▶ **Action item**: Would you repeat the listing exactly, without any of its images?

▶ **Provided material**:
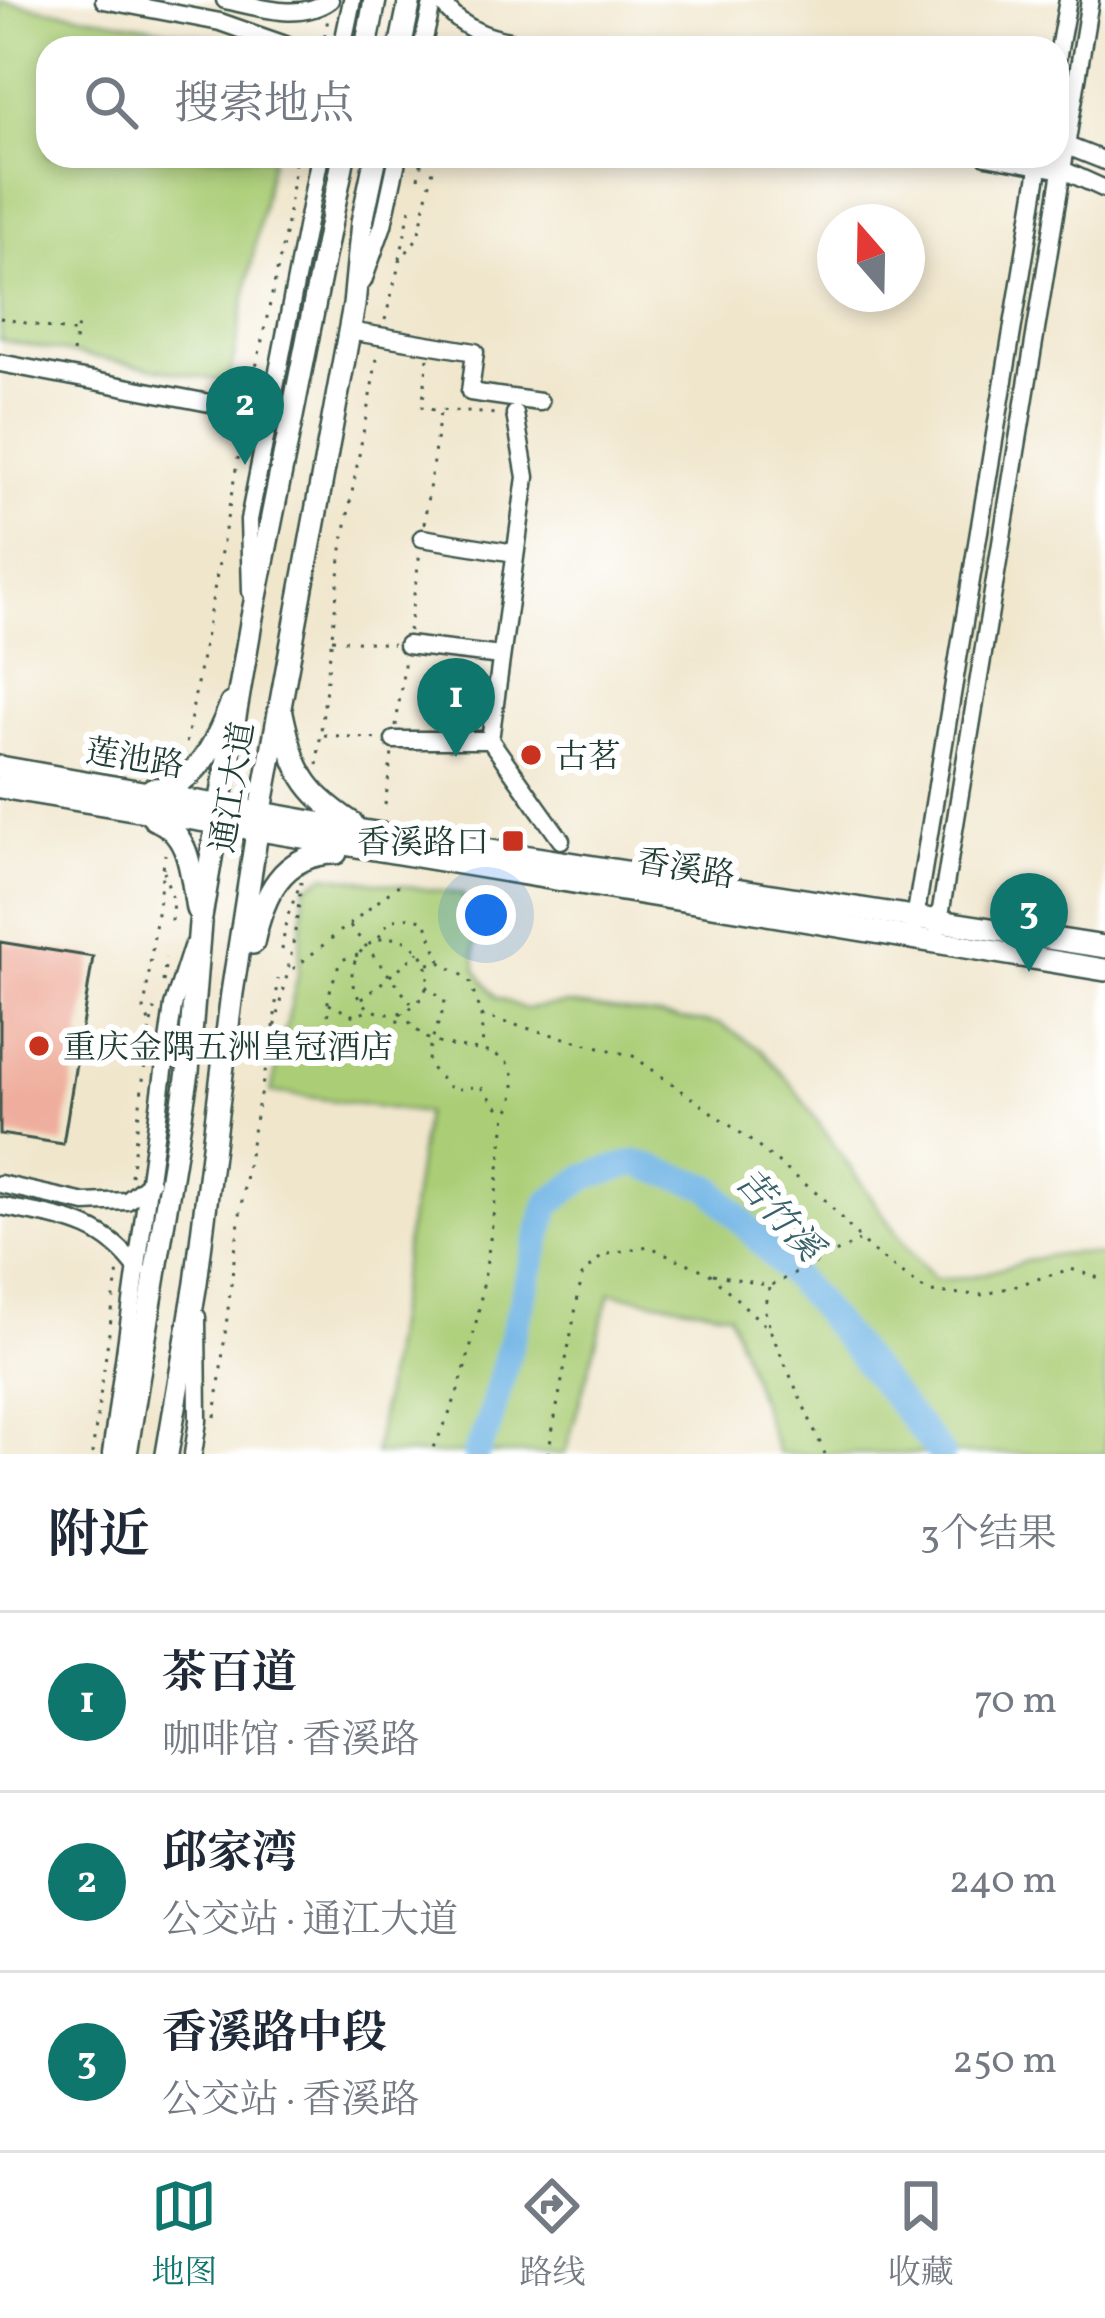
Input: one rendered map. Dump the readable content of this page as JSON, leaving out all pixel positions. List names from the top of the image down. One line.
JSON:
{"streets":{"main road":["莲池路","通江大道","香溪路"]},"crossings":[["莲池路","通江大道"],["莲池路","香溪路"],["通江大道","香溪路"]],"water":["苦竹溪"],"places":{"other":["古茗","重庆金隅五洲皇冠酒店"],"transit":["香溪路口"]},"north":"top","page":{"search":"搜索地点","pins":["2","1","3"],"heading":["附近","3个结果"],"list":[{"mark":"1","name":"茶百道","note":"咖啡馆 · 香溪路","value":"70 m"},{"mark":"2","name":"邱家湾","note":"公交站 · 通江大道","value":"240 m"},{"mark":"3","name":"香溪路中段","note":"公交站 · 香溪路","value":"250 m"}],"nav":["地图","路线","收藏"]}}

▶ **Task output**:
Input: one rendered map. Dump the readable content of this page as JSON, leaving out all pixel positions. List names from the top of the image down. One line.
JSON:
{"streets":{"main road":["莲池路","通江大道","香溪路"]},"crossings":[["莲池路","通江大道"],["莲池路","香溪路"],["通江大道","香溪路"]],"water":["苦竹溪"],"places":{"other":["古茗","重庆金隅五洲皇冠酒店"],"transit":["香溪路口"]},"north":"top","page":{"search":"搜索地点","pins":["2","1","3"],"heading":["附近","3个结果"],"list":[{"mark":"1","name":"茶百道","note":"咖啡馆 · 香溪路","value":"70 m"},{"mark":"2","name":"邱家湾","note":"公交站 · 通江大道","value":"240 m"},{"mark":"3","name":"香溪路中段","note":"公交站 · 香溪路","value":"250 m"}],"nav":["地图","路线","收藏"]}}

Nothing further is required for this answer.